Cska'yı boğduğumuz bir ilk çeyrek izledik. Özellikle 10-0 başladığımız kısımda gerek hücumda gerek savunmada her şeyi neredeyse kusursuz yaptık. Periyodun bitimine 5.44 gibi bir süre kala 10-0'ı yakalamıştık. O dakikadan sonra hücumumuz biraz teklemeye başladı. Özellikle Bogdanovic harika bir ilk çeyrek (ve maç) oynadı, skor olarak çok ön plana çıkmasa da savunma aklıyla takımın bu kadar derli toplu olmasının ana sebebiydi bana göre. Gerek ribaund katkısı gerek savunmada yer alışı ve hamleleriyle sabahlara dek övgüyü hak etti genç oyuncu. Oğuz çok formda bir dönemden geçiyor ve biz de kendisinden maksimum verimi alıyoruz neredeyse. Periyot genelinde savunma olarak yumuşak kalabilecek bir beşle oynamamıza rağmen 10 sayıda tuttuk CSKA gibi bir takımı. Goudelock'ın neredeyse tamamında oyunda olduğu bir çeyrekten bahsediyoruz üstelik. Pivot pozisyonunda Oğuz ve Zoric'in sürelerin çoğunu aldığı bir ilk periyottan bahsediyoruz. Harika bir yerleşim vardı savunmada. Bje ve az önce de söylediğim Bogdan bu savunmanın ayakta durma sebepleri. Gou'ya yardım götürebilen Bje, Zoric ve Oğuz dışarı çıktığında pas yollarını kapatan Zisis ve Bogdan. Akıllı savunma yapan oyuncuları o kadar özlemişim ki tekrar tekrar yazıyorum. Top 16 başladığından beri bu takım Euroleague'in en iyi savunma takımlarından birine dönüştü ve hala hem hayretle hem hayranlıkla izliyorum bu durumu. Bu savunmanın üzerine çeyreğin yarısına kadar hücumda da spacing'i çok iyi ayarlayınca müthiş bir ilk çeyrek geçirdik. İlk çeyrek için Fenerbahçe Ülker adına düşülebilecek tek olumsuz not; Zisis ve Oğuz'un ikişer faul almasıydı.
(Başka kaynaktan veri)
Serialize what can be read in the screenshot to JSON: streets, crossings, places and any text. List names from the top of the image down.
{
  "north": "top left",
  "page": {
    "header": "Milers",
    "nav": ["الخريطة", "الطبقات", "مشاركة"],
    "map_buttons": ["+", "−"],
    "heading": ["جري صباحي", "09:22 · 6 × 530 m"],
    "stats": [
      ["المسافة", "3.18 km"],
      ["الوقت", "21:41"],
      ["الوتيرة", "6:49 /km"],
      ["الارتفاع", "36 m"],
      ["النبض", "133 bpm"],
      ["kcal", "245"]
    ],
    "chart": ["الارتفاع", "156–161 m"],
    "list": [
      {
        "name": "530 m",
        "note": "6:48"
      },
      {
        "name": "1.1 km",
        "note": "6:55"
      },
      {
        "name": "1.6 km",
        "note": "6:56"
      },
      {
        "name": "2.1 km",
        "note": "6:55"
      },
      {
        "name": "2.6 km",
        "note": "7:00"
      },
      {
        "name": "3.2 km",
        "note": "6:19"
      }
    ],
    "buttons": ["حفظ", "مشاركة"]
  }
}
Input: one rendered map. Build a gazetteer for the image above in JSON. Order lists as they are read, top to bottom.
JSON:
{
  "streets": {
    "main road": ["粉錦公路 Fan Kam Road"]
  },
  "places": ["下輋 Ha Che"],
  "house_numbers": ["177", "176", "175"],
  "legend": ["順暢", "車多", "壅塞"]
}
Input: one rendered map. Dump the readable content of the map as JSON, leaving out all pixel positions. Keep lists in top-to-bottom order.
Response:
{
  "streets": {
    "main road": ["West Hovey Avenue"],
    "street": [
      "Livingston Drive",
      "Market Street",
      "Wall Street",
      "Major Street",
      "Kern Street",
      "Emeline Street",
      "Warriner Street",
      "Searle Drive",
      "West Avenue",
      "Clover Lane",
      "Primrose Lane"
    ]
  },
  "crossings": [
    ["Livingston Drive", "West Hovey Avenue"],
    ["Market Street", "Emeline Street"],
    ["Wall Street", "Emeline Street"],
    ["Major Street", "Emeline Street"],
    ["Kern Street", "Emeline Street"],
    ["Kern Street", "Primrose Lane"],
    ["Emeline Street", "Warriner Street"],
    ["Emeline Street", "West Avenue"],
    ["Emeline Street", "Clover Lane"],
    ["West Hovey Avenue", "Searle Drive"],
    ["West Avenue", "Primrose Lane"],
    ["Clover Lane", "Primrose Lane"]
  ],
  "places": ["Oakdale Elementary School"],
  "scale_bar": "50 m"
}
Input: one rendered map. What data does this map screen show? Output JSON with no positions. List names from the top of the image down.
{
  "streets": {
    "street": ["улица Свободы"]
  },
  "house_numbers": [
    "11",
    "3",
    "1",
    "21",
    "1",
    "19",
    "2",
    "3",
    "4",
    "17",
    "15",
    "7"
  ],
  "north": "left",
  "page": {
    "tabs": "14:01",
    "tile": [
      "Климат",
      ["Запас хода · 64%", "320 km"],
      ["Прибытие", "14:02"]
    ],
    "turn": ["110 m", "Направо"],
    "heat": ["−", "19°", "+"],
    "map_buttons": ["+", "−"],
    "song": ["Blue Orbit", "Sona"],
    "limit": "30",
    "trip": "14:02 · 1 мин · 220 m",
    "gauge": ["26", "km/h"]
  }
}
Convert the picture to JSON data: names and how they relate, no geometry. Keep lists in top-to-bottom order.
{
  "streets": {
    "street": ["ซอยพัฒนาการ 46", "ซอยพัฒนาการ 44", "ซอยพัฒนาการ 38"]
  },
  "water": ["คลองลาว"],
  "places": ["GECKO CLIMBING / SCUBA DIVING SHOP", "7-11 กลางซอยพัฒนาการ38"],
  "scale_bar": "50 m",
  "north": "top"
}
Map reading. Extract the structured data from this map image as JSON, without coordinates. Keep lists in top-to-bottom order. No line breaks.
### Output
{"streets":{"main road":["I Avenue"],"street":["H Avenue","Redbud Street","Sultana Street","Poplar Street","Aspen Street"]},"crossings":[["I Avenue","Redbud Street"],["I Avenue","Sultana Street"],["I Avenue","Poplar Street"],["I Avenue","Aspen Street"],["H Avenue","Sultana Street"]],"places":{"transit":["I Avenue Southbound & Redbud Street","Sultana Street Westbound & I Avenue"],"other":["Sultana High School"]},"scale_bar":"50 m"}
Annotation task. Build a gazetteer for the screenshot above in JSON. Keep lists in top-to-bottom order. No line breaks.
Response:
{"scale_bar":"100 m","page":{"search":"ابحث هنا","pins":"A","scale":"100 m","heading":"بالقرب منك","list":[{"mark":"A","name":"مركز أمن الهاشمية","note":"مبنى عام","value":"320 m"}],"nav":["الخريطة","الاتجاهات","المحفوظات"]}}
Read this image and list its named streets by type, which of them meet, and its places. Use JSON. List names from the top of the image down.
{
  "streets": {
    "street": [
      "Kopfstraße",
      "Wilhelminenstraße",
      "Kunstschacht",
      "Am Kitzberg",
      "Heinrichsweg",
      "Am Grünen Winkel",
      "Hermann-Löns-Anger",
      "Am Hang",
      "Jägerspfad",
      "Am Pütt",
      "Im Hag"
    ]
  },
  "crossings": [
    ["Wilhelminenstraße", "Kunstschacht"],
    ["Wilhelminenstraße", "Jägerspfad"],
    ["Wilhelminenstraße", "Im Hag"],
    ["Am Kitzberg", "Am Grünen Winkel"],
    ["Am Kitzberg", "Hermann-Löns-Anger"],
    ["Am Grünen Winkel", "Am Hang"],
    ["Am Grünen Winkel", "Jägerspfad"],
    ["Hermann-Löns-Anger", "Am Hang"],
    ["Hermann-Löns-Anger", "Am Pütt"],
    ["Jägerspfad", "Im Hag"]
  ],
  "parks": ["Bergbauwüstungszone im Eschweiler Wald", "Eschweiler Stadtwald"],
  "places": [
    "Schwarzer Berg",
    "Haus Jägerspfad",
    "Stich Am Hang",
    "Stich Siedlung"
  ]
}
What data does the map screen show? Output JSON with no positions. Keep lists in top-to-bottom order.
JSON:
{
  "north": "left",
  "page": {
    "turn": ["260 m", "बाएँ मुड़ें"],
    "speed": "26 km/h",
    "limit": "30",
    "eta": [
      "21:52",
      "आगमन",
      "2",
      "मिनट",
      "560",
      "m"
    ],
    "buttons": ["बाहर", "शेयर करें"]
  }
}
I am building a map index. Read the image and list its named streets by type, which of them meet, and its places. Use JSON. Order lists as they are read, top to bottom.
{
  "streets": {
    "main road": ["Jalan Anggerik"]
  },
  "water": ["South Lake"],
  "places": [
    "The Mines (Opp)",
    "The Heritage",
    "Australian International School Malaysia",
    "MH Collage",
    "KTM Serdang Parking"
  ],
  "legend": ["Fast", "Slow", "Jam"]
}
İkinci çeyreğin sonunda skorun neredeyse dengelendiğini gördük. 37-39 idi skor devreye girilirken. Skor olarak dememin sebebi periyodun genelinde aslında takımı beğenmiş ve bu skoru hak etmediğimizi düşünmem. Yine de anlık dahi olsa konsantrasyon kaybının bu seviyelerde nelere mal olacağını da gösteren bir skor bu. CSKA'nın maçın içine girebilmesi ve maçın kontrolünü ele alabilmesi için skor üretmesi gerekiyordu. Özellikle kısaların etkin oyunuyla bunu başardılar da. İkinci çeyreğin ilk kısmında daha ziyade bire birler üzerinden Teodosic ve Weems ile oyuna tutundular. Ardından oyuna giren Nando De Colo maç boyu en etkili isimlerden biri oldu ve ikinci çeyrekte de hemen katkı vermeye başladı. Periyodun ilk bölümünde pas yollarını yine iyi kapattığımızı gördük. Buna rağmen CSKA hücumunu yeterince engelleyemedik. Bunun ana sebebi ise 2.25 kala İtoudis'in aldığı moladan sonra savunmada kısa süreli yaşadığımız konsantre kaybıydı. Bu molaya gelindiğinde skor 27-35 idi. Kalan 2 dakika 25 saniyede 10 sayı yedik. İlk çeyrekte bitime 4.32 kala Weems ile ilk basketini ve sayılarını bulan CSKA'dan 14 dakika 32 saniyede 37 sayı yedik. Çok iyi başladığımız maçtaki avantajımızı kaybettik özetle. Moladan sonra CSKA basketi buldu ve farkı altı sayıya indirdi. Sonraki hücumdan boş döndük. CSKA'nın hücum ettiği o pozisyon çok şeye mal oldu işte bize. Çok iyi enerji koyduk o pozisyonun savunmasında ve iki kere top çalmanın kıyısından döndük ama 1-2 saniyelik dikkatsizlik, köşedeki De Colo'nun boşken topla buluşup üçlüğü yollamasıyla cezalandırıldı. Maç bir anda 32-35'e geldi ve ardından Obradovic teknik faul aldı. Bir iki pozisyon sonra Kirilenko topu taşımaktan yorulsa da faul düdüğü geldi. Hakem tanıdık bir isim: Luigi Lamonica. Neyse hakem hakkında daha fazla konuşmak istemiyorum. Bu krize rağmen fena bitirmedik periyodu. İlk yarıda ribaund konsantrasyonu inanılmazdı takımın. Maça nasıl motive olduğumuzu gösterir nitelikteydi ribaund pozisyonları.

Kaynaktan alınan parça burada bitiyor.